Reader, state, and exception monads have MonadSatisfying instances if the base monad does.

• satisfying : {α : Type u} → {p : α → Prop} → {x : m α} → SatisfiesM p x → m { a : α // p a }

  Lift a SatisfiesM predicate to a monadic value.

• val_eq : ∀ {α : Type u} {p : α → Prop} {x : m α} (h : SatisfiesM p x), Subtype.val <$> satisfying h = x

  The value of the lifted monadic value is equal to the original monadic value.

instance MonadSatisfying.instId : MonadSatisfying Id

Equations

• MonadSatisfying.instId = { satisfying := fun {α : Type ?u.10} {p : α → Prop} {x : Id α} (h : SatisfiesM p x) => ⟨x, ⋯⟩, val_eq := @MonadSatisfying.instId.proof_3 }

instance MonadSatisfying.instOption : MonadSatisfying Option

Equations

• One or more equations did not get rendered due to their size.

instance MonadSatisfying.instExcept {ε : Type u_1} : MonadSatisfying (Except ε)

Equations

• One or more equations did not get rendered due to their size.

instance MonadSatisfying.instReaderT {m : Type u_1 → Type u_2} {ρ : Type u_1} [Monad m] [LawfulMonad m] [MonadSatisfying m] : MonadSatisfying (ReaderT ρ m)

Equations

• One or more equations did not get rendered due to their size.

instance MonadSatisfying.instStateRefT' {m : Type → Type} {ω σ : Type} [Monad m] [LawfulMonad m] [MonadSatisfying m] : MonadSatisfying (StateRefT' ω σ m)

Equations

• MonadSatisfying.instStateRefT' = inferInstanceAs (MonadSatisfying (ReaderT (ST.Ref ω σ) m))

instance MonadSatisfying.instStateT {m : Type u_1 → Type u_2} {ρ : Type u_1} [Monad m] [LawfulMonad m] [MonadSatisfying m] : MonadSatisfying (StateT ρ m)

Equations

• One or more equations did not get rendered due to their size.

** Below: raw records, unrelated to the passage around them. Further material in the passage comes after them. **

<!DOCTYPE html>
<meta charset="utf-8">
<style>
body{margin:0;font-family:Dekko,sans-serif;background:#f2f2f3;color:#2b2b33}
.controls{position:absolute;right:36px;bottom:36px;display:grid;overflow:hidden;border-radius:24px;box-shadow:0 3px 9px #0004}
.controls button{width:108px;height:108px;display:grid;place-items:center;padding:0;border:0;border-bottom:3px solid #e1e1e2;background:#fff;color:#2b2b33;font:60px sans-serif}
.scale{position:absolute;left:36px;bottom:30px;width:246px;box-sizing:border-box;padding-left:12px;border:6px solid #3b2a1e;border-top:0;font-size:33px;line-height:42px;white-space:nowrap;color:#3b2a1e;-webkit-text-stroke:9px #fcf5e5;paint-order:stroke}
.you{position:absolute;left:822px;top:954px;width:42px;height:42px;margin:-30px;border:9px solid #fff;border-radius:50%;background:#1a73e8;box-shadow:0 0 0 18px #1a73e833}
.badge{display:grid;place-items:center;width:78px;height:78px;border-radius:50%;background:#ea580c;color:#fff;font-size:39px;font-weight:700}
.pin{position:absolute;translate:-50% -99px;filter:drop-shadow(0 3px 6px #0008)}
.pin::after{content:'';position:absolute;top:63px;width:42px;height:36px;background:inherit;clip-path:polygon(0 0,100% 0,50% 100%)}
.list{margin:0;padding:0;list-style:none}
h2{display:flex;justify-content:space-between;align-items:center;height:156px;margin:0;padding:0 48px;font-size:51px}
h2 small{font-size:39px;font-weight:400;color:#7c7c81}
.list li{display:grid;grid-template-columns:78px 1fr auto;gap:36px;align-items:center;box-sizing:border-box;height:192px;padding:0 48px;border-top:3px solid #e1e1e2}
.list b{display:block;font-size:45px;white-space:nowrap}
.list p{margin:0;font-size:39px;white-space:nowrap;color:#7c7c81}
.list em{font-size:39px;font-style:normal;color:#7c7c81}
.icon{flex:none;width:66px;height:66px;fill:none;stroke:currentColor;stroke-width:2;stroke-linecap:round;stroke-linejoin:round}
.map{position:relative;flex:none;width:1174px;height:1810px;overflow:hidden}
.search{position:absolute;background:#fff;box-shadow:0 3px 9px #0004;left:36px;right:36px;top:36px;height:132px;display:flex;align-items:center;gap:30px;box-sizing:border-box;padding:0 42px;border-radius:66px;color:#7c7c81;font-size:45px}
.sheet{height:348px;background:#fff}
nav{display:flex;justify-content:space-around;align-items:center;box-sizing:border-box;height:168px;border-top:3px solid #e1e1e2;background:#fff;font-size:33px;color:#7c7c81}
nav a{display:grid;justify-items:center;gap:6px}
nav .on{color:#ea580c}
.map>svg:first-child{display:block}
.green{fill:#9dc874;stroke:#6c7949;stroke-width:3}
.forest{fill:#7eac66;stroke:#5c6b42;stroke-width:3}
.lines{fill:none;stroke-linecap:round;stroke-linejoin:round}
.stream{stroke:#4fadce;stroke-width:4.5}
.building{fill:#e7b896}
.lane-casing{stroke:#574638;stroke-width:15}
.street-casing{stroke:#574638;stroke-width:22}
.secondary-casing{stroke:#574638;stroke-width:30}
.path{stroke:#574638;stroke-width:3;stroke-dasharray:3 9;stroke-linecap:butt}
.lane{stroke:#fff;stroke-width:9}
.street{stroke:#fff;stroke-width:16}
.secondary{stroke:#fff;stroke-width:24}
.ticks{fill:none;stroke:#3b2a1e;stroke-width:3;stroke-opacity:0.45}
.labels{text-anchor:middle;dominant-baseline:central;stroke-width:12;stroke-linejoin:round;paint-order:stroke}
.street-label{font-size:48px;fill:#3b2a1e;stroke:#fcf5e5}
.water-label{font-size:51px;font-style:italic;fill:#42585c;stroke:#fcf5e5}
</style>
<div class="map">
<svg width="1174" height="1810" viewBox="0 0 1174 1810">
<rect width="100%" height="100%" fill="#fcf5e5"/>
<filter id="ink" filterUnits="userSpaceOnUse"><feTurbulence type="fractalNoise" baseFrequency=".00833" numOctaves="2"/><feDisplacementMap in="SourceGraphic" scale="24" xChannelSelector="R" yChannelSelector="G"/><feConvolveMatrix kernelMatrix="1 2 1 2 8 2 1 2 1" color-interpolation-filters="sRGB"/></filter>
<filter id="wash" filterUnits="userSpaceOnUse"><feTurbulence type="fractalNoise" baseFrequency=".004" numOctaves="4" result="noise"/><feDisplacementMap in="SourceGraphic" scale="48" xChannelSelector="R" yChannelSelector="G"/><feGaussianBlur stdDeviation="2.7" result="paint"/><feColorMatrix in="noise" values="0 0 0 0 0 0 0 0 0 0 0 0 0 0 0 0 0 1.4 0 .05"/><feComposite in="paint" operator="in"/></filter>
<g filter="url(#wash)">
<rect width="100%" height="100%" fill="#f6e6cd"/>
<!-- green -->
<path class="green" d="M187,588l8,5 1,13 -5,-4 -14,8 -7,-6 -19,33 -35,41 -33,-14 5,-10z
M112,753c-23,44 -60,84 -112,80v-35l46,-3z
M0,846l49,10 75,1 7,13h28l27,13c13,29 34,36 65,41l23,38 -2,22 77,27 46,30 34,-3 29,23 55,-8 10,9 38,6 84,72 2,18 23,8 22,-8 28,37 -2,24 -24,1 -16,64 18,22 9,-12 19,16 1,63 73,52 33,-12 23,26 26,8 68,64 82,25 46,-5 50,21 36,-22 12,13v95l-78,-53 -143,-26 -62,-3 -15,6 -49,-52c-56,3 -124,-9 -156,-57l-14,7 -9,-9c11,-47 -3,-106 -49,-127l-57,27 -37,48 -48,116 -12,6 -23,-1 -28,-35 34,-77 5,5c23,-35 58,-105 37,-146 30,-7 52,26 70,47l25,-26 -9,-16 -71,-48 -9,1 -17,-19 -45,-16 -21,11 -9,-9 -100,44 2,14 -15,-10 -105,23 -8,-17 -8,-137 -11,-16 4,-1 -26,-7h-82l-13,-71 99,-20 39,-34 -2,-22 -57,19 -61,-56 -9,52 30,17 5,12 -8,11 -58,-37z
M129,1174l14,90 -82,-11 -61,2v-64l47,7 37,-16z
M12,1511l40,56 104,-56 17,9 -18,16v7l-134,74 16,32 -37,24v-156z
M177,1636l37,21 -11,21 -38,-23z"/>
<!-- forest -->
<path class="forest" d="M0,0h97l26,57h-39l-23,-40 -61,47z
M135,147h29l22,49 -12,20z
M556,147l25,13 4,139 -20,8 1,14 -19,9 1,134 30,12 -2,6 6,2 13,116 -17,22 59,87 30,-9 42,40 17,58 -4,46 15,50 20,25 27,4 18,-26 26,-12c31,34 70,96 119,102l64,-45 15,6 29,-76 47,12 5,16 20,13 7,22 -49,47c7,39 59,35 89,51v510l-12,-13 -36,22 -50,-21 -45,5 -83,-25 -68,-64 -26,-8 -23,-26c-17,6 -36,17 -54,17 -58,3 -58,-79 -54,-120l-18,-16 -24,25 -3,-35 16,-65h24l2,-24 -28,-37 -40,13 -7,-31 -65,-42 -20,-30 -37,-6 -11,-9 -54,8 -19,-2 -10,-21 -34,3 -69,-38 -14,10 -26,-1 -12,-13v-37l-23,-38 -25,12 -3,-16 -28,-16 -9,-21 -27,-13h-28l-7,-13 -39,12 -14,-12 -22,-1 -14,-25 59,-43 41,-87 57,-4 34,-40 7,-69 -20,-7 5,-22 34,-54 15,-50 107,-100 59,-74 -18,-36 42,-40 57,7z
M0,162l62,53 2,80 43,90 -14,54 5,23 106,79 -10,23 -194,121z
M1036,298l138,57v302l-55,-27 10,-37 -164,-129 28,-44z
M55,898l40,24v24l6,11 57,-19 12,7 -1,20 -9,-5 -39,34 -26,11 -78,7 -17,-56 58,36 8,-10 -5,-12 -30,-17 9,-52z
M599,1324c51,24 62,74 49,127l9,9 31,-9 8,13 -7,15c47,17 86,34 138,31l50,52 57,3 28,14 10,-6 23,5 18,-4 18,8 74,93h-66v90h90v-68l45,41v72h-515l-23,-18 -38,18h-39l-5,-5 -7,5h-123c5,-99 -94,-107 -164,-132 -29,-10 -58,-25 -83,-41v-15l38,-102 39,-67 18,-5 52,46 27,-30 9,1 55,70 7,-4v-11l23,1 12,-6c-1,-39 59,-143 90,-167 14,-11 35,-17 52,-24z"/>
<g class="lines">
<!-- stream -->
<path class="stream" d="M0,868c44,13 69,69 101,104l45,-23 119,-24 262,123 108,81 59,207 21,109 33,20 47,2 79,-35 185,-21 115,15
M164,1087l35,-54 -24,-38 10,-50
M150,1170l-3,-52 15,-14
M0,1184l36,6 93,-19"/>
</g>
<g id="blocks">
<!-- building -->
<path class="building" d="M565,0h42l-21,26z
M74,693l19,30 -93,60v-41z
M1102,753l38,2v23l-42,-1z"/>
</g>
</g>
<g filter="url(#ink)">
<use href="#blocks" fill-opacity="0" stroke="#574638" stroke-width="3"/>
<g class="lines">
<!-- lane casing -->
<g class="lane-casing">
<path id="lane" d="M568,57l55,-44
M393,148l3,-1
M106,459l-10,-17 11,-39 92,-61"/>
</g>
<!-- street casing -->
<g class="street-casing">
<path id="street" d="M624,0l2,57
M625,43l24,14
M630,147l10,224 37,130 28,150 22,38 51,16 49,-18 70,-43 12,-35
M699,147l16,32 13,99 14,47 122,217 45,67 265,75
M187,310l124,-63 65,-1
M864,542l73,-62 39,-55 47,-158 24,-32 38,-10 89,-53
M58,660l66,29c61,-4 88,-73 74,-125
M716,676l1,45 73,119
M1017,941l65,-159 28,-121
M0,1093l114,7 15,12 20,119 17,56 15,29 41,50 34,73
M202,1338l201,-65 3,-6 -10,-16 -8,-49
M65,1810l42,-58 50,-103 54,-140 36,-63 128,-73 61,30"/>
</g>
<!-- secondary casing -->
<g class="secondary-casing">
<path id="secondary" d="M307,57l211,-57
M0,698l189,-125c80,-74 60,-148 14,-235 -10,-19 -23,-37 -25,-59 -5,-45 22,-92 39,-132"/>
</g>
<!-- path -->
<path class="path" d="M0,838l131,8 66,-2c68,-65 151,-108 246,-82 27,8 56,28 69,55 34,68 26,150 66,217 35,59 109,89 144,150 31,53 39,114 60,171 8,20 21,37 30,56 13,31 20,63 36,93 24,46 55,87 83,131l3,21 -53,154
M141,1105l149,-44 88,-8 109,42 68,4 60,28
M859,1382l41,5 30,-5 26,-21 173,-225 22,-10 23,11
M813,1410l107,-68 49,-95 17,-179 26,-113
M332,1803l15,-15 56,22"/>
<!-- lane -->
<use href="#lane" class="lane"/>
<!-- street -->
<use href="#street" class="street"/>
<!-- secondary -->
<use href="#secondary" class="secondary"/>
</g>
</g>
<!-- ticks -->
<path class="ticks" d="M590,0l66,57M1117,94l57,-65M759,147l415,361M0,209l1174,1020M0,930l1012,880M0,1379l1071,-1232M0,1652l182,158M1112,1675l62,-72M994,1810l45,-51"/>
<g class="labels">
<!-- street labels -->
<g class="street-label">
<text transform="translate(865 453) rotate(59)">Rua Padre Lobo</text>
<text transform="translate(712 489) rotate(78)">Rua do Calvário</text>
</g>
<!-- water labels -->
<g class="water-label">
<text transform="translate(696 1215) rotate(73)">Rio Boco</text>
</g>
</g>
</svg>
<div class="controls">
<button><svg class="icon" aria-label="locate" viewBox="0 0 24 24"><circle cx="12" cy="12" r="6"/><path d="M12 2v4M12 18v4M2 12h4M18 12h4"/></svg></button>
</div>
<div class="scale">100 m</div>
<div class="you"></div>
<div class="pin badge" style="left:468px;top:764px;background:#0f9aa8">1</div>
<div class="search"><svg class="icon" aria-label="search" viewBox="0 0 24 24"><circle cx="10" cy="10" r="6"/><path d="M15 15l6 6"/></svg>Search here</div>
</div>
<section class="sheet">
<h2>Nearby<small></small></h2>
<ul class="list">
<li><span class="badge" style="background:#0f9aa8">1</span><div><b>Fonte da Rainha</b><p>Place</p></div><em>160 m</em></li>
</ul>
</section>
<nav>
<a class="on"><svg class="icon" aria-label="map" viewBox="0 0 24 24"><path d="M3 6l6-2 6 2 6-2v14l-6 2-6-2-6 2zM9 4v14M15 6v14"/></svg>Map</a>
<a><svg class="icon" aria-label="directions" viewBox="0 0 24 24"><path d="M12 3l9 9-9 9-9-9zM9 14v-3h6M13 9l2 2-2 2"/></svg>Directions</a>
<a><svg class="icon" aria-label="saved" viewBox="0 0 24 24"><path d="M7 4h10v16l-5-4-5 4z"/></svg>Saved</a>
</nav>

instance MonadSatisfying.instExceptT {m : Type u_1 → Type u_2} {ε : Type u_1} [Monad m] [LawfulMonad m] [MonadSatisfying m] : MonadSatisfying (ExceptT ε m)

Equations

• One or more equations did not get rendered due to their size.

instance MonadSatisfying.instEStateM {ε σ : Type u_1} : MonadSatisfying (EStateM ε σ)

Equations

• One or more equations did not get rendered due to their size.